The pH of the compositions of the invention are generally in the range of from about 6 to about 9, preferably in the range of about 7 to 8, most preferably are in a pH range of about 7 to about 7.6. The addition of pH adjusting agents, or pH buffers in minor but effective amounts are contemplated if necessary to achieve these levels.
Preferred compositions of the invention are shelf stable and exhibit good freeze/thaw stability, and also good stability without suffering phase separation following storage of the compositions for 4 weeks, preferably 8 weeks, and most preferably 12 weeks both at room temperature and particularly at the elevated temperature of 120° F. (49° C.).
According to further preferred embodiments the compositions of the invention are provided in a non-pressurized container or vessel, without a propellant constituent. Such may be for example a rigid or deformable container such as a bottle from which the composition may be dispensed by pouring, or may be a container supplied with a pump or trigger-spray apparatus which, when operated, dispenses the composition from the container as a spray.
As noted, the compositions of the invention may be provided in either in a pressurized dispenser vessel such as any of a number of known-art aerosol canisters, or may be supplied in a liquid, non-pressurized vessel such as bottle or other container. When supplied in the latter form, it is to be understood that the inventive compositions may be used in an as supplied, concentrate form may be used directly without dilution, i.e., in concentrate:water concentrations of 1:0, or may be dispersed or mixed into an additional volume of water to form diluted compositions. Generally useful dilutions are those where the as supplied concentrate is diluted with water in respective proportions of 1:0.1-1:1000, preferably 1:1-1:500 but most preferably in respective proportions of 1:10-1:100. The actual useful dilution selected is in part determinable by the condition of the surface to be treated with such a diluted composition; generally better cleaning results and faster antimicrobial efficacy is to be expected at lower relative dilutions of the concentrate in water. Such dilution ratios of concentrate:water as described above may be volume/volume basis, or a weight/weight basis.
The non-aerosol forms of the compositions may also be applied to a hard surface by using a wet wipe.

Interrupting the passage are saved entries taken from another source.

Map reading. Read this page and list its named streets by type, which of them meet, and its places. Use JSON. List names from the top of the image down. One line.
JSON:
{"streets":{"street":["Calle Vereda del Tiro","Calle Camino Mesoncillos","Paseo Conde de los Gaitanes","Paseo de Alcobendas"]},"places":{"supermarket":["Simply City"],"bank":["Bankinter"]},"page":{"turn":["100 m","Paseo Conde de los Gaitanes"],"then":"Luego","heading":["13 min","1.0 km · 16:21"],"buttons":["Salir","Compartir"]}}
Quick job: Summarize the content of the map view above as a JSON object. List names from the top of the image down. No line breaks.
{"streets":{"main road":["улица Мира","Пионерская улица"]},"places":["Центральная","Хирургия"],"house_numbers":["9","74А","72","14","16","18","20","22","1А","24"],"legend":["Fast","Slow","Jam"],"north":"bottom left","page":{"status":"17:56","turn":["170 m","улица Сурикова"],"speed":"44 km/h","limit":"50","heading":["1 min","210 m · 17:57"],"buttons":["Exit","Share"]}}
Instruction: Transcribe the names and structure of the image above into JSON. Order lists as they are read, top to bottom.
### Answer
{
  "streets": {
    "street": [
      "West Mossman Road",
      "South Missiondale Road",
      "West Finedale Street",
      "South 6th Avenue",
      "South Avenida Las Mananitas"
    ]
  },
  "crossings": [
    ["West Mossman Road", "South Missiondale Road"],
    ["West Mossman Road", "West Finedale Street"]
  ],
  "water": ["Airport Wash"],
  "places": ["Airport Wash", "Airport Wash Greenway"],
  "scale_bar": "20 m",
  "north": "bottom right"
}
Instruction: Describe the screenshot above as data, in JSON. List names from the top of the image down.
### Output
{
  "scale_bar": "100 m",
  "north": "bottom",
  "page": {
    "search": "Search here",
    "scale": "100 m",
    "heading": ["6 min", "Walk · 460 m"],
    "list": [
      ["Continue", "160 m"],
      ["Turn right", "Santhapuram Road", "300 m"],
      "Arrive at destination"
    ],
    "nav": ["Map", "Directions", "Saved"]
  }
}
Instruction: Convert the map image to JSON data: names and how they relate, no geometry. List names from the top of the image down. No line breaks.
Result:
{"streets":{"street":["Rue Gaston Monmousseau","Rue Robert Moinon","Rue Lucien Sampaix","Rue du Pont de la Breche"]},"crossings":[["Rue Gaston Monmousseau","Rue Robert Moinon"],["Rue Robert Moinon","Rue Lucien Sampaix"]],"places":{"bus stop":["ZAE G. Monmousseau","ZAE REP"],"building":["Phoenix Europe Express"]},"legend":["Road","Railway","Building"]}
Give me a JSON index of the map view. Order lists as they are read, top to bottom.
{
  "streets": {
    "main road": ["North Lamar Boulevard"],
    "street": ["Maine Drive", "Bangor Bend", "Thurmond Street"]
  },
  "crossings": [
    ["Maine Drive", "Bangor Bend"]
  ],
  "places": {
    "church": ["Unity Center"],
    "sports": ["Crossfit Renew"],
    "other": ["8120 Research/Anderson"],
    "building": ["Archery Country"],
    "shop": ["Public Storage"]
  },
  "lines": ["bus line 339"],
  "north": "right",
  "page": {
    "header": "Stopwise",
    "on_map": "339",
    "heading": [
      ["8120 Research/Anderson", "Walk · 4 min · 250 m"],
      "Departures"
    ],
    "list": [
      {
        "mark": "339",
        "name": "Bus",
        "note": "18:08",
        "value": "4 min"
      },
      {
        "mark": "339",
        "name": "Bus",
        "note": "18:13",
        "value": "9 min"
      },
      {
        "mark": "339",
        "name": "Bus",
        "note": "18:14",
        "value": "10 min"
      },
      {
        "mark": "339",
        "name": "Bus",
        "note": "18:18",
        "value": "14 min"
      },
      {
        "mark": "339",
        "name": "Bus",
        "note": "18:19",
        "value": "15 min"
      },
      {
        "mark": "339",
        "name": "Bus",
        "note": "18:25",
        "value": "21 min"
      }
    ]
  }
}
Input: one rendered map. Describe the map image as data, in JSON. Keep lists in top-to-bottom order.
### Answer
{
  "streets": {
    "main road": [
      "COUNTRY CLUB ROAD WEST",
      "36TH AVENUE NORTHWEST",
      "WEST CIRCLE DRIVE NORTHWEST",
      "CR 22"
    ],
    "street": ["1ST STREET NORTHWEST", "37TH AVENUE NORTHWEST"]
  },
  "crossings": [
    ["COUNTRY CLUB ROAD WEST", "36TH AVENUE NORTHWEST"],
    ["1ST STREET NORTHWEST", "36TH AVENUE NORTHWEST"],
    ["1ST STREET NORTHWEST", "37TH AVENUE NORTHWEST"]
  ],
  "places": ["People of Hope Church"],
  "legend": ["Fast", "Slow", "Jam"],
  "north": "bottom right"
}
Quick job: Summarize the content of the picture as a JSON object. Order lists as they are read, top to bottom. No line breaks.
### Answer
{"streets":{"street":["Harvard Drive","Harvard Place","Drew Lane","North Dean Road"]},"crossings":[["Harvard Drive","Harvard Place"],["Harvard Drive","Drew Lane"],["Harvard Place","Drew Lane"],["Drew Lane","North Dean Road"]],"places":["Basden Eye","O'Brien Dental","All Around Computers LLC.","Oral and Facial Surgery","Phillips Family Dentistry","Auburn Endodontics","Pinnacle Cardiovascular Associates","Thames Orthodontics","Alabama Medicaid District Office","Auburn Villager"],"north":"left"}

The wipe can be of a woven or non-woven nature. Fabric substrates can include nonwoven or woven pouches, sponges, in the form of abrasive or non-abrasive cleaning pads. Such fabrics are known commercially in this field and are often referred to as wipes. Such substrates can be resin bonded, hydroentangled, thermally bonded, meltblown, needlepunched, or any combination of the former.
The nonwoven fabrics may be a combination of wood pulp fibers and textile length synthetic fibers formed by well known dry-form or wet-lay processes. Synthetic fibers such as rayon, nylon, orlon and polyester as well as blends thereof can be employed. The wood pulp fibers should comprise about 30 to about 60 percent by weight of the nonwoven fabric, preferably about 55 to about 60 percent by weight, the remainder being synthetic fibers. The wood pulp fibers provide for absorbency, abrasion and soil retention whereas the synthetic fibers provide for substrate strength and resiliency.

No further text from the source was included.